*Stored data*:

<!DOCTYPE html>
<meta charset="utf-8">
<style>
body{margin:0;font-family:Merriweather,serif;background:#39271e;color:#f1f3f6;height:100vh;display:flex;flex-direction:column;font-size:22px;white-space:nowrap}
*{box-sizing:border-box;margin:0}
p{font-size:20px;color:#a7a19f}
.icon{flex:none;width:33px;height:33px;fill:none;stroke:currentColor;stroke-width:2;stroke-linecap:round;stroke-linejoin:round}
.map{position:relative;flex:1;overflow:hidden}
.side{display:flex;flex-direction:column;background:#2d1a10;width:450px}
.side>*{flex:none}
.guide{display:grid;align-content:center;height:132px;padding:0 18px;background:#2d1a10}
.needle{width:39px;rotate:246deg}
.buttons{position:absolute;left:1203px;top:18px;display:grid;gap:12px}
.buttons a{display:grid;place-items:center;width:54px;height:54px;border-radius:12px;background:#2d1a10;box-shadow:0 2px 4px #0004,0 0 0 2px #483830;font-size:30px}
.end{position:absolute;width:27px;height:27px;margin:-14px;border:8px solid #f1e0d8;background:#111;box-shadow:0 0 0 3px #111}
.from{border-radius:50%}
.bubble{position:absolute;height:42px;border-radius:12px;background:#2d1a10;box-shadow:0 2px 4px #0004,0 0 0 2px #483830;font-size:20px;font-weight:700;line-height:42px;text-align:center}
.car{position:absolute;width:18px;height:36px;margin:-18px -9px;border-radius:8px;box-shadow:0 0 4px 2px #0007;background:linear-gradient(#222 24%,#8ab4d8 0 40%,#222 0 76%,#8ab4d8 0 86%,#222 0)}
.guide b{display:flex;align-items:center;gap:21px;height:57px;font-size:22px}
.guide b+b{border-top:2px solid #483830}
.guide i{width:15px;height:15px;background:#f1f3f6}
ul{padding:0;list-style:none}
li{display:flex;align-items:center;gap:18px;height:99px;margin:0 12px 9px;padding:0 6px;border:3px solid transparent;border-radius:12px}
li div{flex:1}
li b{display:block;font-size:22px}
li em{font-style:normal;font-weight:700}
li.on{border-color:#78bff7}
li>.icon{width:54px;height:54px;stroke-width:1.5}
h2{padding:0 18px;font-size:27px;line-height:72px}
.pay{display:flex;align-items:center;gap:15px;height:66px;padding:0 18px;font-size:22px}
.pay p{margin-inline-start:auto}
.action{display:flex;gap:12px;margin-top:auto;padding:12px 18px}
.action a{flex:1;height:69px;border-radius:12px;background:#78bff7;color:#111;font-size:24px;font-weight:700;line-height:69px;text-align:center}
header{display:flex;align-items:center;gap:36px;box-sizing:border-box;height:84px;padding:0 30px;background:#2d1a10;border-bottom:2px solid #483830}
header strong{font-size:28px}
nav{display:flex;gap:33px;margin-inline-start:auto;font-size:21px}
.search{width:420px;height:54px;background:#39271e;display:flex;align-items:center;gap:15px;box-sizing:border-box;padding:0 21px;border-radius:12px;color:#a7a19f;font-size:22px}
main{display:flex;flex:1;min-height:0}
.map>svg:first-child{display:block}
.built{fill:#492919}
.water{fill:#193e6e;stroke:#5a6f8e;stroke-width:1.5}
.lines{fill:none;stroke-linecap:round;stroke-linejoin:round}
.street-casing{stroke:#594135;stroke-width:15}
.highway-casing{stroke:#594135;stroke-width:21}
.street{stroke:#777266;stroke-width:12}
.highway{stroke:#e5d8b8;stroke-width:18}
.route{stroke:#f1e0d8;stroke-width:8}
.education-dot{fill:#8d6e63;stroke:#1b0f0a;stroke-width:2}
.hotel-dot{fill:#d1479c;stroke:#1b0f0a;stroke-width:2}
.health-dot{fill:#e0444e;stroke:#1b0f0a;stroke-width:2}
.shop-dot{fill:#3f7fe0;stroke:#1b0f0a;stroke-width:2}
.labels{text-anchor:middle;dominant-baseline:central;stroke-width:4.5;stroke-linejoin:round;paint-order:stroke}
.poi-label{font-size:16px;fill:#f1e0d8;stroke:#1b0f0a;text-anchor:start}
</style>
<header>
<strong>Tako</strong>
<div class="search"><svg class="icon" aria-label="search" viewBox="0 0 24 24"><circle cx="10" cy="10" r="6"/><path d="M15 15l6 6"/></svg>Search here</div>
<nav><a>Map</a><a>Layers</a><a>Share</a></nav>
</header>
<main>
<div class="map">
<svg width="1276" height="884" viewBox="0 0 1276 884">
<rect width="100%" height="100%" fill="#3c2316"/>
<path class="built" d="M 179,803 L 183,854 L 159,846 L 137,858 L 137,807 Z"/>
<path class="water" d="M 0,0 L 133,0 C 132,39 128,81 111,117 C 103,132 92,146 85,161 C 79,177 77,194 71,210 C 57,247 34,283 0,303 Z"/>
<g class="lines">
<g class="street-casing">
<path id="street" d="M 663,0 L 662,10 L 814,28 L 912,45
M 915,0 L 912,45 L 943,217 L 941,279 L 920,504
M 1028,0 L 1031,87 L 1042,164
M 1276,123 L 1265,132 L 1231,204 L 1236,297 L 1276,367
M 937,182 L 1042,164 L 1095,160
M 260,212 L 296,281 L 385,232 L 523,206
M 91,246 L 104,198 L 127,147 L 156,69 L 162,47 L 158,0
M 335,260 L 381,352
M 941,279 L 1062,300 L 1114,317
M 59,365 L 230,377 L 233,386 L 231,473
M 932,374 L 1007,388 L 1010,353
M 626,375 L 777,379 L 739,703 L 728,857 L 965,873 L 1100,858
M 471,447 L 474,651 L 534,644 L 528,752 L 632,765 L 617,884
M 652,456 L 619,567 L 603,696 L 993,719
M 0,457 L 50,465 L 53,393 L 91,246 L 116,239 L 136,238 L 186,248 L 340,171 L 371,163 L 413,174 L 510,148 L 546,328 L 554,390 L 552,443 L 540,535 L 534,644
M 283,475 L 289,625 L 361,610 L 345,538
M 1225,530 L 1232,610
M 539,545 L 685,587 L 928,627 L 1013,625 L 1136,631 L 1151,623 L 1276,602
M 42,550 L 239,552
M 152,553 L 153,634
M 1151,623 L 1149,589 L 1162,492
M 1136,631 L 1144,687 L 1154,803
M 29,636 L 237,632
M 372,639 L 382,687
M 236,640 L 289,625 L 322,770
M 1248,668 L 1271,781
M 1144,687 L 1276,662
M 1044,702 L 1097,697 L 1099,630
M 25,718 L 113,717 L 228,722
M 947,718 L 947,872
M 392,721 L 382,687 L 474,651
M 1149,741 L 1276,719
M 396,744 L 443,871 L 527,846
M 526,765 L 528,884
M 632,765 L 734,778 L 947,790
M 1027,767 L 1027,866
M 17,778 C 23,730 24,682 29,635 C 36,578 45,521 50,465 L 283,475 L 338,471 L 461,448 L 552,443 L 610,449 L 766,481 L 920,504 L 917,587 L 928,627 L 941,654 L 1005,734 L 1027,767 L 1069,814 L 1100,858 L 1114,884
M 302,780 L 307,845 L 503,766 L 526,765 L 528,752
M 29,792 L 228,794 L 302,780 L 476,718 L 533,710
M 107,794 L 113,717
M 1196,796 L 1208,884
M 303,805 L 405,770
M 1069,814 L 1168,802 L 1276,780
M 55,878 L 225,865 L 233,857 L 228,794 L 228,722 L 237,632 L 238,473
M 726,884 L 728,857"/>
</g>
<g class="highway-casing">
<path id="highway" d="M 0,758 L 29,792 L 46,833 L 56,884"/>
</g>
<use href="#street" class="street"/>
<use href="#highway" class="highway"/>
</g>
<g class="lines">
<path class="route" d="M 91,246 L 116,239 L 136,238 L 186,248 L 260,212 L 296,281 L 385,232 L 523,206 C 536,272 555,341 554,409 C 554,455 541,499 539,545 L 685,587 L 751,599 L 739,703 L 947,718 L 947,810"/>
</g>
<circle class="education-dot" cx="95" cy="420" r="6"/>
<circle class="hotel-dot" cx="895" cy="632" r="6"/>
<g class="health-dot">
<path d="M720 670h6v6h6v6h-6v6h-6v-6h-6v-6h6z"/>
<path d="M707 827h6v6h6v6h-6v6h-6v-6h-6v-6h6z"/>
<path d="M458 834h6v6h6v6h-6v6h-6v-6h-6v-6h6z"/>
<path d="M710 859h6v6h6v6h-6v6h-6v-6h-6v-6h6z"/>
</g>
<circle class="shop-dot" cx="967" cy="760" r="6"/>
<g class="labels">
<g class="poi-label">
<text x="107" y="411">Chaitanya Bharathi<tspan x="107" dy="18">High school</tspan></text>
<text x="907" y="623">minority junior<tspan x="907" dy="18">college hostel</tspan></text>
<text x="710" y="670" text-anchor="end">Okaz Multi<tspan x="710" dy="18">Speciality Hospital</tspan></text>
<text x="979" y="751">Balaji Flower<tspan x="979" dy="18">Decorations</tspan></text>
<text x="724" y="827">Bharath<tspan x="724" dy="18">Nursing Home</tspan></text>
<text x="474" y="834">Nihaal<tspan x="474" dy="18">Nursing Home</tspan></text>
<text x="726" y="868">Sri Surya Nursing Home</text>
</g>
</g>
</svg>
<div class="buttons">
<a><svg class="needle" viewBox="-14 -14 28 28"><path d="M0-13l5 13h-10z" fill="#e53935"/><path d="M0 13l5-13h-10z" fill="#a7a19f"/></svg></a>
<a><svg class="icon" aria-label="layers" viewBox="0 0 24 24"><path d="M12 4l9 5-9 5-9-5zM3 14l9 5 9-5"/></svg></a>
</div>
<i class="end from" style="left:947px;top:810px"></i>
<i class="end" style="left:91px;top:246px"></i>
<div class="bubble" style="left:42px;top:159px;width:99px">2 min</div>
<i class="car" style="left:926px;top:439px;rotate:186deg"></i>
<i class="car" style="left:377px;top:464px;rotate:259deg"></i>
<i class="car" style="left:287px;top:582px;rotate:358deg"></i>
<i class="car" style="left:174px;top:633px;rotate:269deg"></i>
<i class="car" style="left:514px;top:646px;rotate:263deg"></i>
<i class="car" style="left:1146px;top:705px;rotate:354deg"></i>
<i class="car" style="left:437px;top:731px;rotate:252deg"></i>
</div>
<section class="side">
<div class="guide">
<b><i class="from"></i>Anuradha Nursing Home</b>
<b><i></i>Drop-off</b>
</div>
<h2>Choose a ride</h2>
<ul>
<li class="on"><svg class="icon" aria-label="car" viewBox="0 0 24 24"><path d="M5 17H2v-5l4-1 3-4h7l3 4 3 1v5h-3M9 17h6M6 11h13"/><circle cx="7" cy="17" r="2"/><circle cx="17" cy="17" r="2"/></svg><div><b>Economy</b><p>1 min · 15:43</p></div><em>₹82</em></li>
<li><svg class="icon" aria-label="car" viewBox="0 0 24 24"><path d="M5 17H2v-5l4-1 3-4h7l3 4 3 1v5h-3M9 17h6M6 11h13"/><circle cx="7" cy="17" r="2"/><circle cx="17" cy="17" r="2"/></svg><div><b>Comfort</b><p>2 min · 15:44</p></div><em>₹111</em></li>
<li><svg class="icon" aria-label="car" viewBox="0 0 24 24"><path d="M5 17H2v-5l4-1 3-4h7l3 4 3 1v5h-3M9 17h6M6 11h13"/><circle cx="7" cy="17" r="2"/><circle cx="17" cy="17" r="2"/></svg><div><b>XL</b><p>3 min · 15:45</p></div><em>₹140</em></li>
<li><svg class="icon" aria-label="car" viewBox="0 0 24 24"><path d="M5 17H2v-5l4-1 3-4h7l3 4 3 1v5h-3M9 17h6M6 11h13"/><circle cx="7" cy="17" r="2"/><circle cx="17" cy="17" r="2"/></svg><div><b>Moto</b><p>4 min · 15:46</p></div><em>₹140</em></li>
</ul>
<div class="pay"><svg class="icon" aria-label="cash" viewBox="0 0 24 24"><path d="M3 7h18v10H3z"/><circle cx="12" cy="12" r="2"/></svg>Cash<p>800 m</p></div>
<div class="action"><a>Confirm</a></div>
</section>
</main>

--

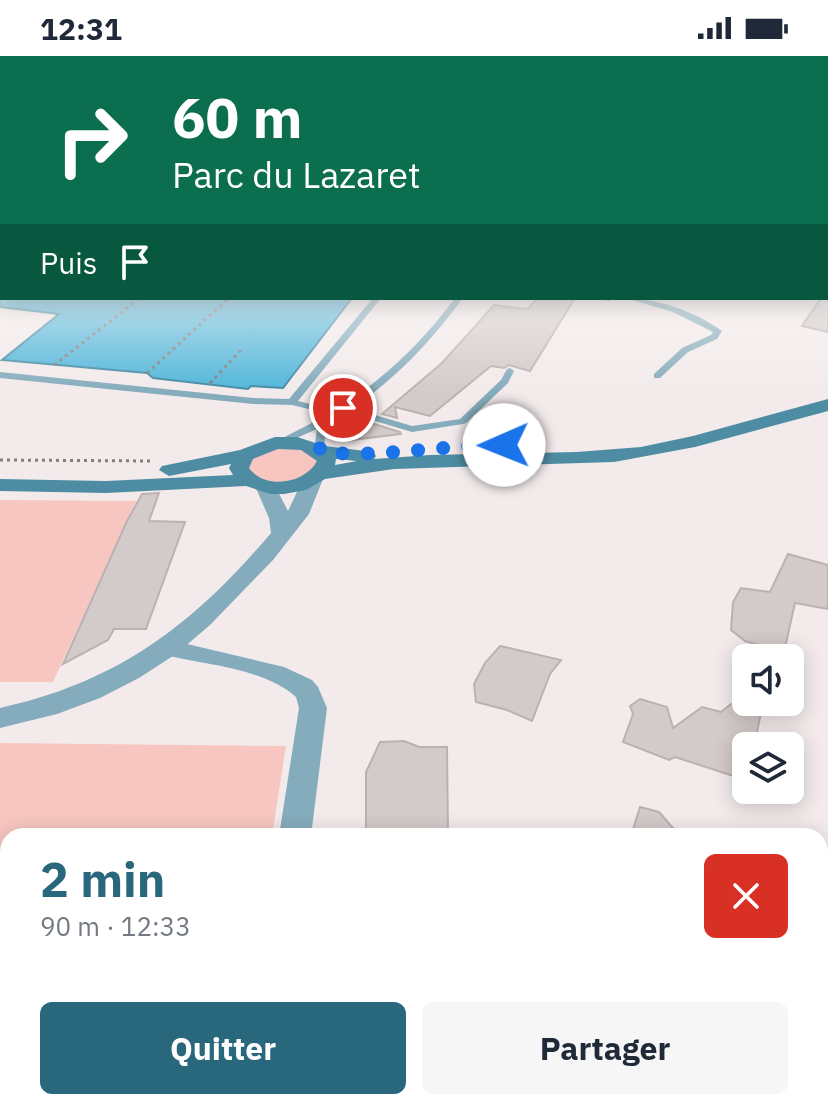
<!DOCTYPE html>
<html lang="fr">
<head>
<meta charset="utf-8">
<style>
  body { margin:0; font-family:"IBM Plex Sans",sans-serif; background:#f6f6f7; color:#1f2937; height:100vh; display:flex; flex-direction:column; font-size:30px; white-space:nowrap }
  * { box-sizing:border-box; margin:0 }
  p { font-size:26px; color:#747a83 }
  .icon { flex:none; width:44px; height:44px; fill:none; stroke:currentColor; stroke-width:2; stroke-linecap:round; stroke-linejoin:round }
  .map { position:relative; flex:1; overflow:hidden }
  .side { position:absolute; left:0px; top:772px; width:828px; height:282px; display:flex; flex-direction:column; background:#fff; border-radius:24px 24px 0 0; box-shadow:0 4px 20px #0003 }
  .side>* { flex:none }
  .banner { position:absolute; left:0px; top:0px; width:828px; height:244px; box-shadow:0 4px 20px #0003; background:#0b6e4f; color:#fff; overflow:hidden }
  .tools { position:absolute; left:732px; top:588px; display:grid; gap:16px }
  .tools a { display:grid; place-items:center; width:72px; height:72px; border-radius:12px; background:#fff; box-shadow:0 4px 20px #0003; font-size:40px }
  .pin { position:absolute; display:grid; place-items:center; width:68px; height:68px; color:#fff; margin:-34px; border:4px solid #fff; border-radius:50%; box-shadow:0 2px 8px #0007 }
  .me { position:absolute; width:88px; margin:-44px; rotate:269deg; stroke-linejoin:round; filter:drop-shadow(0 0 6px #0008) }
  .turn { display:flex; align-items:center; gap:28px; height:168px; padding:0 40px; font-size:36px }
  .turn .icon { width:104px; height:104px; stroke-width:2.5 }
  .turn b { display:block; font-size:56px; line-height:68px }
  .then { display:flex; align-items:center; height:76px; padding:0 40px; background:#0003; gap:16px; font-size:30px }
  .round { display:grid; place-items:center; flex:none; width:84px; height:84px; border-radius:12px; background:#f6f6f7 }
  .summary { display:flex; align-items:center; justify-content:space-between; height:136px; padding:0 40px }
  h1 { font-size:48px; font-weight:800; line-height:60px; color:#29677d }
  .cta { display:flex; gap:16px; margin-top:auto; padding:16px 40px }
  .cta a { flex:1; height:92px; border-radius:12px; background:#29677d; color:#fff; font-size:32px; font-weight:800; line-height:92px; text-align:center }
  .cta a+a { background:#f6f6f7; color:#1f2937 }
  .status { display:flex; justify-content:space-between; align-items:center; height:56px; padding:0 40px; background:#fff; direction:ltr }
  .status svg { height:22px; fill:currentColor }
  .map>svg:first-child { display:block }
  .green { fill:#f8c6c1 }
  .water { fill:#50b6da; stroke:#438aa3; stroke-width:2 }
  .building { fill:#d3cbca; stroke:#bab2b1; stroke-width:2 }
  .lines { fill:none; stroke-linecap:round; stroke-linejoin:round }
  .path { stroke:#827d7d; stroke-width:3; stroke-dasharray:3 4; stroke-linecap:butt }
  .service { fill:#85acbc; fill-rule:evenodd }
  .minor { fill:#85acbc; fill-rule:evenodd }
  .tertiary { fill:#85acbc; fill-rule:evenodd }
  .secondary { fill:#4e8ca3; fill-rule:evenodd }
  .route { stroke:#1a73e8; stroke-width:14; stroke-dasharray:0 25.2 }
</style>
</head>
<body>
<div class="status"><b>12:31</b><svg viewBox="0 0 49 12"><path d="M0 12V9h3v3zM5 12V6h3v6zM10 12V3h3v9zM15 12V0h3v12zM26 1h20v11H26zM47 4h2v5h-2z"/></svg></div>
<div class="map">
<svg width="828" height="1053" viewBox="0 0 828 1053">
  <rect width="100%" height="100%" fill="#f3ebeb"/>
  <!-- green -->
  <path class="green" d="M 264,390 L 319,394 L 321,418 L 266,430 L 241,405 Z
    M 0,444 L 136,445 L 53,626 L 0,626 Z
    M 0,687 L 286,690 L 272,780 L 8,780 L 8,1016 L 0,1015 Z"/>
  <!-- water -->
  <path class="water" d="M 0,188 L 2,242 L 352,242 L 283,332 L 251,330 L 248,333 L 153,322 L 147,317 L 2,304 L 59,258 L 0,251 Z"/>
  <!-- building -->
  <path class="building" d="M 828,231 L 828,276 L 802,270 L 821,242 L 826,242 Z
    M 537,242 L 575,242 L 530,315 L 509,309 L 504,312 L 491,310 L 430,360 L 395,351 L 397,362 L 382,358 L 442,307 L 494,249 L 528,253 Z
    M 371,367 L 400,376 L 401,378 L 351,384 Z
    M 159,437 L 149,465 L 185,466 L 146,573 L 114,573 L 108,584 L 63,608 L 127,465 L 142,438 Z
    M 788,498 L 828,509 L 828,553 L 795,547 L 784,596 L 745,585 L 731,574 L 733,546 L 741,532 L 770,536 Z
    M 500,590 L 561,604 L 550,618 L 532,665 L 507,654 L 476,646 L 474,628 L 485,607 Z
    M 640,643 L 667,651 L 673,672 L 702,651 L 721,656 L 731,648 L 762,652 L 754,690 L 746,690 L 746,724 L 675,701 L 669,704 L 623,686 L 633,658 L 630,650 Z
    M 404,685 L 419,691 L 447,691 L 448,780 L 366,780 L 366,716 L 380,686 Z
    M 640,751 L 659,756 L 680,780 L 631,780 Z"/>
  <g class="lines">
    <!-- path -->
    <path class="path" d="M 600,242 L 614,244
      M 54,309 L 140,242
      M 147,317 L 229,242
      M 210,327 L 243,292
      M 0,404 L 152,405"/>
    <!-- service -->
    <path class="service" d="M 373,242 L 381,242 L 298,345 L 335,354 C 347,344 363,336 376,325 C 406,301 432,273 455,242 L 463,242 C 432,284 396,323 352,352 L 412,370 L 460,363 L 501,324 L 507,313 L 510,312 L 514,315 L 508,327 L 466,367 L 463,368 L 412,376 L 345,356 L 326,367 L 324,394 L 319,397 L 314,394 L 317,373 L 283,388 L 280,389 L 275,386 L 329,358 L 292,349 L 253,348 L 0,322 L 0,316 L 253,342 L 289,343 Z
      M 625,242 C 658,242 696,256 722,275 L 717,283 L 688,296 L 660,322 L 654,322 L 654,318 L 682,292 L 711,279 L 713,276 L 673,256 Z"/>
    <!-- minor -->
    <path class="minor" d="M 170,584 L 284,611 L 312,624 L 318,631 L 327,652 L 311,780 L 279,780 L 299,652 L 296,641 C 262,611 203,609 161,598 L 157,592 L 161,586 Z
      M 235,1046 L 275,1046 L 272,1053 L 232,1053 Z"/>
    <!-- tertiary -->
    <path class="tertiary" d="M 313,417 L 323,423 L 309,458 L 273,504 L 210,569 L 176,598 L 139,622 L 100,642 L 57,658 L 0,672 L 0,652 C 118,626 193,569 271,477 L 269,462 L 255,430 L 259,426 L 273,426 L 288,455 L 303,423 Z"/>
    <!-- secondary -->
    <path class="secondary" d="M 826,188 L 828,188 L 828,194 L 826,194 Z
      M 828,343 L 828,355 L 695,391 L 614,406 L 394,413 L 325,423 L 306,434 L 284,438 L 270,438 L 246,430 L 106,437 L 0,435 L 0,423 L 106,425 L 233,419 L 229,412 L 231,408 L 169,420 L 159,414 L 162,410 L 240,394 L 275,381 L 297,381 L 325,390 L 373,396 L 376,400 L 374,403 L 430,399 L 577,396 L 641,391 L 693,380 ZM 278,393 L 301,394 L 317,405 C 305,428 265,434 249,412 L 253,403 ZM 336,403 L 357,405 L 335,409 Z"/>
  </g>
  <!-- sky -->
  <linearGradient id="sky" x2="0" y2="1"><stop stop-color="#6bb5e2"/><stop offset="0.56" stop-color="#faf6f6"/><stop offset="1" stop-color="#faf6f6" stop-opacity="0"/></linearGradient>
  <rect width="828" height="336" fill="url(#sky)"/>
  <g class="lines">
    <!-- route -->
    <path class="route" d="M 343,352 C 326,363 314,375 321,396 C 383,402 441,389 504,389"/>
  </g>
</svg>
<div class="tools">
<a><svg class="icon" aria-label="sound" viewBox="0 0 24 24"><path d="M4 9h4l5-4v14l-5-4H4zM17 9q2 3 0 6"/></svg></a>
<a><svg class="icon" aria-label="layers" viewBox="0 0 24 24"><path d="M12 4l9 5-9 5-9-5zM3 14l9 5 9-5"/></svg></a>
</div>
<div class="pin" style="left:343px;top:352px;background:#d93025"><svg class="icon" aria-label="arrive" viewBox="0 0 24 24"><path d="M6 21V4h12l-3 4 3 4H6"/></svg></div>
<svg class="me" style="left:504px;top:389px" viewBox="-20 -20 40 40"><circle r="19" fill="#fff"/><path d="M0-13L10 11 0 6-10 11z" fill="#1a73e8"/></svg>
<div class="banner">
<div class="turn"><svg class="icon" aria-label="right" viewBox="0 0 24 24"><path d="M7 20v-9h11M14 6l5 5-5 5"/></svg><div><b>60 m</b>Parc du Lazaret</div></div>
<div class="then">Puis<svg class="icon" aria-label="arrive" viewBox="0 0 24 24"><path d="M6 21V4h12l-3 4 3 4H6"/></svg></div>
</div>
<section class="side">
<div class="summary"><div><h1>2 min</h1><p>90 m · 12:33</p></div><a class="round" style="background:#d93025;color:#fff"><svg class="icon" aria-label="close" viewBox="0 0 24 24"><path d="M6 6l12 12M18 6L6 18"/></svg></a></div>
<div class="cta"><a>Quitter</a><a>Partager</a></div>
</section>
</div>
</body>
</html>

*About this exercise*: Filter the data for the string "strong" and copy every line that has it.

*Solution*:
header strong{font-size:28px}
<strong>Tako</strong>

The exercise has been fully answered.